◆ Task statement
Check every line below for the string "auto". Copy the ones that have it.

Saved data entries
==*==

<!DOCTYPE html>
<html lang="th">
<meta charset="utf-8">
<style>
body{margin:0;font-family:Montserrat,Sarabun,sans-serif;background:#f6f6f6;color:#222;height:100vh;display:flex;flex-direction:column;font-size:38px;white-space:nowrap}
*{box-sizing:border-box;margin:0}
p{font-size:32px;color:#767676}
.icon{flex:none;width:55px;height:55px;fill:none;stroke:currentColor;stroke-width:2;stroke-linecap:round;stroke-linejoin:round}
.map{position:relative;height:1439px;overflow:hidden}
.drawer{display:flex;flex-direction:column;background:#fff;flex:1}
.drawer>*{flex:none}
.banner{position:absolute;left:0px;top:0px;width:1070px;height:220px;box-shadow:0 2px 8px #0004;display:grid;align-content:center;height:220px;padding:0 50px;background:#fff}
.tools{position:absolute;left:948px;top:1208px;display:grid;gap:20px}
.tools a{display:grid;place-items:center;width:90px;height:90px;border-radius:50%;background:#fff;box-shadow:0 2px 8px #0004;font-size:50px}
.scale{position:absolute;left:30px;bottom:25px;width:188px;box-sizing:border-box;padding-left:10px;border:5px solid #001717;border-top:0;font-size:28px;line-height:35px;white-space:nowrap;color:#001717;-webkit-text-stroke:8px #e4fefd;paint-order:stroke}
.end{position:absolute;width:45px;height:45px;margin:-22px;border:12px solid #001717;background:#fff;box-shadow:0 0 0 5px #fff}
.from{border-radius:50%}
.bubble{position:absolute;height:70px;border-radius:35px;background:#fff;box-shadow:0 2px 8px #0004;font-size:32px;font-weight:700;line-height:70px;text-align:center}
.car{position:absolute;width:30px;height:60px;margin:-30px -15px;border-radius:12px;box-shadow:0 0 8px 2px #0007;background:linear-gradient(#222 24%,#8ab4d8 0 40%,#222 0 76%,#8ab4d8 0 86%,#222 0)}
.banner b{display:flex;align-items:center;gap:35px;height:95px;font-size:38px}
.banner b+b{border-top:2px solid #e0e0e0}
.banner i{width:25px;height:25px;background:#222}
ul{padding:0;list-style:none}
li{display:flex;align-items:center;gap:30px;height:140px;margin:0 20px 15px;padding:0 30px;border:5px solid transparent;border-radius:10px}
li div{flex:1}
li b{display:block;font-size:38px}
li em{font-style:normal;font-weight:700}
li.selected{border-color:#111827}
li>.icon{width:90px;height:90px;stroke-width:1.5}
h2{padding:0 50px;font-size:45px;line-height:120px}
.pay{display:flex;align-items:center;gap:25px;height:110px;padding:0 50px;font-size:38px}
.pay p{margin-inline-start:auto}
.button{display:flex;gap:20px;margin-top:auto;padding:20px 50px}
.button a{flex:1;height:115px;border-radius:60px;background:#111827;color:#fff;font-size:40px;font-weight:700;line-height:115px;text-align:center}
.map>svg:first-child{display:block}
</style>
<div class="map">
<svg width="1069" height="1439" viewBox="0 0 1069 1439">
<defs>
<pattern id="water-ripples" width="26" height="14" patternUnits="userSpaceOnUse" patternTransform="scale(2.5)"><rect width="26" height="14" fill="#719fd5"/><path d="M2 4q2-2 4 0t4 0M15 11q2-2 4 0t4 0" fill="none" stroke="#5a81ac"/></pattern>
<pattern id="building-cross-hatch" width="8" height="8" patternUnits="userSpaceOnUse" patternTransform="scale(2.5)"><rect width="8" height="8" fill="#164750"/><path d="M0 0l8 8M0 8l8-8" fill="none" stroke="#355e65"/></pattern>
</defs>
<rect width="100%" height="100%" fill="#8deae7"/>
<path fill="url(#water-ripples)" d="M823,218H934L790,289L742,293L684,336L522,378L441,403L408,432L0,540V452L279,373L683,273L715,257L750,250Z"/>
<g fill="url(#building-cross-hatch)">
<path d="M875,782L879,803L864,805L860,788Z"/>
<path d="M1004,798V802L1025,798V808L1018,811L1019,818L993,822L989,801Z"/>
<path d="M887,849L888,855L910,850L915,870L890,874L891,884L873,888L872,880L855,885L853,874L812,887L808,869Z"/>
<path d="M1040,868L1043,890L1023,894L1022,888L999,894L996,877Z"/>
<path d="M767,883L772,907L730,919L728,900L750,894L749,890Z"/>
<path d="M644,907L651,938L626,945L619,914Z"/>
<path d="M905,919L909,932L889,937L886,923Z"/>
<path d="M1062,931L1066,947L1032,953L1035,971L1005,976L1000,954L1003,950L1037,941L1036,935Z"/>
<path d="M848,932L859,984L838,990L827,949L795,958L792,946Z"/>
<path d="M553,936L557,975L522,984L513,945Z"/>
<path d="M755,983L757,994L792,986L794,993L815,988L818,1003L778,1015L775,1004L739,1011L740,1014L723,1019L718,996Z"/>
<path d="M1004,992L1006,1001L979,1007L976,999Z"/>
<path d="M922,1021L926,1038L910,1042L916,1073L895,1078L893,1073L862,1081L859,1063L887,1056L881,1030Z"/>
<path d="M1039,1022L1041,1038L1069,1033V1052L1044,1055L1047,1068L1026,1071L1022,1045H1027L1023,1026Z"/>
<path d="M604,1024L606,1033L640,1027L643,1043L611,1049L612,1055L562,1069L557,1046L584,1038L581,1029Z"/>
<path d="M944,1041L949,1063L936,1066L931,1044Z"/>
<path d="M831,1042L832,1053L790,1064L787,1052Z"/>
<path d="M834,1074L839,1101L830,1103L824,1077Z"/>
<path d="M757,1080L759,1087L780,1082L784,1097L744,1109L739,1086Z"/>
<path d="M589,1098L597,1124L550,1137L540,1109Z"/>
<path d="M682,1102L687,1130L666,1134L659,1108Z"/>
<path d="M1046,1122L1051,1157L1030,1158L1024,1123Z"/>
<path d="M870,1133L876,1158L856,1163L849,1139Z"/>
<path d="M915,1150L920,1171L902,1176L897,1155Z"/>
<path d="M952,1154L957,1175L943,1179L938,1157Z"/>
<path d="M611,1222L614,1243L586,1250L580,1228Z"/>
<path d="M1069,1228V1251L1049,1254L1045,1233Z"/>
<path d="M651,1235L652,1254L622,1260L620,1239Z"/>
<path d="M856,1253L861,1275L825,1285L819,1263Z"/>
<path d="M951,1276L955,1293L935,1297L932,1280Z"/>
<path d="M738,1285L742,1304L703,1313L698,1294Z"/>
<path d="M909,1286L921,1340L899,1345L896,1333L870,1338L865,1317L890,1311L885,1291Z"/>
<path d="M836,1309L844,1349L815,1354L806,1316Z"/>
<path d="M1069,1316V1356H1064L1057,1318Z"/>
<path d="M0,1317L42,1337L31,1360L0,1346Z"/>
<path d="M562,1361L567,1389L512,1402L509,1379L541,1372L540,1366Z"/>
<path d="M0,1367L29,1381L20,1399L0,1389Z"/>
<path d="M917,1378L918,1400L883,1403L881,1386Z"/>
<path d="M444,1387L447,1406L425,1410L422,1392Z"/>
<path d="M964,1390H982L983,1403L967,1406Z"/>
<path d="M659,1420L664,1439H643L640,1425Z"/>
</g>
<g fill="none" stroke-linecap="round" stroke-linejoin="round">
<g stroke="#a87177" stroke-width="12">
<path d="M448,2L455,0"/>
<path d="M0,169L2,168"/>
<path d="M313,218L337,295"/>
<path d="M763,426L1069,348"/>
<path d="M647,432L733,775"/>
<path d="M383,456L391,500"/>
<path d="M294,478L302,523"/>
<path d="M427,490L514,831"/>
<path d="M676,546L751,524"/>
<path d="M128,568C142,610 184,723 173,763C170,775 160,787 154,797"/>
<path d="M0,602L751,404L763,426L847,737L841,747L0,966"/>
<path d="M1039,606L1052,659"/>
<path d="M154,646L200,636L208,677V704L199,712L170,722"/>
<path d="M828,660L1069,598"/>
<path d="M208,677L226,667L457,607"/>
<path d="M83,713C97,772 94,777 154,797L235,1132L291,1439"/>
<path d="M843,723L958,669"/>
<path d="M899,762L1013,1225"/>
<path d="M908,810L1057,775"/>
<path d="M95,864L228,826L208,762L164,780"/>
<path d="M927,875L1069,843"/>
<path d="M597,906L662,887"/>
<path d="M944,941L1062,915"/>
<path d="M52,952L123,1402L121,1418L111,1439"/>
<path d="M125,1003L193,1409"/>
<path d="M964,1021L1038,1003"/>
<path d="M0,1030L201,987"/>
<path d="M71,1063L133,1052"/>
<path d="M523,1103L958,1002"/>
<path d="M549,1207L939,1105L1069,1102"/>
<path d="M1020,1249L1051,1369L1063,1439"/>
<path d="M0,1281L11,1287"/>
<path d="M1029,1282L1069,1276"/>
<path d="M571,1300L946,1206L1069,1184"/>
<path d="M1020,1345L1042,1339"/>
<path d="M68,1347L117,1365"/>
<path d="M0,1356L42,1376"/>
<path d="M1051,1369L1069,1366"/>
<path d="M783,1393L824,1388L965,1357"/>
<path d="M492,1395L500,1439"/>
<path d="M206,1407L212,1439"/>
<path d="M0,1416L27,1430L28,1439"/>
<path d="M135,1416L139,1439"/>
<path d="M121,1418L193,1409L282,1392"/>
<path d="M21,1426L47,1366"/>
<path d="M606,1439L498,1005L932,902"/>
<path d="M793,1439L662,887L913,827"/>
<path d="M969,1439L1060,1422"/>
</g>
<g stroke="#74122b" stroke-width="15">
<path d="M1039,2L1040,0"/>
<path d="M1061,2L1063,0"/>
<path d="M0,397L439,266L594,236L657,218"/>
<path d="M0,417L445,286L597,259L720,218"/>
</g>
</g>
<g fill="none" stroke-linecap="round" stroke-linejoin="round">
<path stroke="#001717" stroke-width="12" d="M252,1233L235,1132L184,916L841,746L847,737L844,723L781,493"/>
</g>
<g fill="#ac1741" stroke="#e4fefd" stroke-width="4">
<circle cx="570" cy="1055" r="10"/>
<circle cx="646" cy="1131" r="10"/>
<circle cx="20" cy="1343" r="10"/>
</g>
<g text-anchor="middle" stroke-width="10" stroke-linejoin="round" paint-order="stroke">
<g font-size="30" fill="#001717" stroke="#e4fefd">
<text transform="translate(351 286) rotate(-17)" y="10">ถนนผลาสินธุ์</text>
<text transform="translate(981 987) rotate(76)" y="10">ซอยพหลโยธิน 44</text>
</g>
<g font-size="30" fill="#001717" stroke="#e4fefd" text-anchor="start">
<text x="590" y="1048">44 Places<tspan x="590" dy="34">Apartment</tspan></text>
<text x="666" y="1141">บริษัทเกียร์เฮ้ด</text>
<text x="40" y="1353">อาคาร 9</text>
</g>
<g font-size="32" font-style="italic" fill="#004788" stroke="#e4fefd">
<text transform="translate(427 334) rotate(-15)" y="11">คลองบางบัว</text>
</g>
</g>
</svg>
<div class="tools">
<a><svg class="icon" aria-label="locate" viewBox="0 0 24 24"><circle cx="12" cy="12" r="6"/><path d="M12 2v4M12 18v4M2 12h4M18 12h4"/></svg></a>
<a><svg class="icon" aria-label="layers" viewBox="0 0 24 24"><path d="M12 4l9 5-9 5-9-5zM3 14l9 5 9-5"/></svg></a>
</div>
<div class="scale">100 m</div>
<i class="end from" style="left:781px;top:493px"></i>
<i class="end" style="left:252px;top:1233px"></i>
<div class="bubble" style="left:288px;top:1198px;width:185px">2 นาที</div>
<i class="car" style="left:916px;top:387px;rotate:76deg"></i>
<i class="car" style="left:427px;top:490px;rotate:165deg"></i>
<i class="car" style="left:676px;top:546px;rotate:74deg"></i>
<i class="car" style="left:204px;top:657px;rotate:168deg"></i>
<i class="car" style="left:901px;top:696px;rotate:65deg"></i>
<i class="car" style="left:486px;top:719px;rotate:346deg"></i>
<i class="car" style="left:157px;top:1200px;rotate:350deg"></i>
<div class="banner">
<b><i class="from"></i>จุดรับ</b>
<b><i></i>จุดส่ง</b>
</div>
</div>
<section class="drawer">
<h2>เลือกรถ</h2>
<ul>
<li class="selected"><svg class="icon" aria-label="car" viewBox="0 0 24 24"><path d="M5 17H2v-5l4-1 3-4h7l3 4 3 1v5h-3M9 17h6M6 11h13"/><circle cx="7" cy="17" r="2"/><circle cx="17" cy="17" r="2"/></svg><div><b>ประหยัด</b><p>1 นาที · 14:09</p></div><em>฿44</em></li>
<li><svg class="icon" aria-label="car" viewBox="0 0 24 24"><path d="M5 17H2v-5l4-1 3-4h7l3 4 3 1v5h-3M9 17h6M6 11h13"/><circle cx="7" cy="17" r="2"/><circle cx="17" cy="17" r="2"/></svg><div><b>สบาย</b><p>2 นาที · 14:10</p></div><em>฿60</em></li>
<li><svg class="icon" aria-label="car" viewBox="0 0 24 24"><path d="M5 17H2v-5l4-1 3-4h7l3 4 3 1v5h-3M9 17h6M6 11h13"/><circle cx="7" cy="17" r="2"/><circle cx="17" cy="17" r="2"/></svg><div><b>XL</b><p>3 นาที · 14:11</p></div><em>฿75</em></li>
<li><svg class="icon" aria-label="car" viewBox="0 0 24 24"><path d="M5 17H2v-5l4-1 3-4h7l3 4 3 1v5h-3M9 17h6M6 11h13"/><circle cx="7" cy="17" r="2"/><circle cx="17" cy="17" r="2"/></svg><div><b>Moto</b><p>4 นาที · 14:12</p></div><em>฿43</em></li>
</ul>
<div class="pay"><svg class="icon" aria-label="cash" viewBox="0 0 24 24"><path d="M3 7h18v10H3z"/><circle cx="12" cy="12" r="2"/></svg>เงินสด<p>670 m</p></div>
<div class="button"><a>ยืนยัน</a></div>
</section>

==*==

◆ Task solution
.pay p{margin-inline-start:auto}
.button{display:flex;gap:20px;margin-top:auto;padding:20px 50px}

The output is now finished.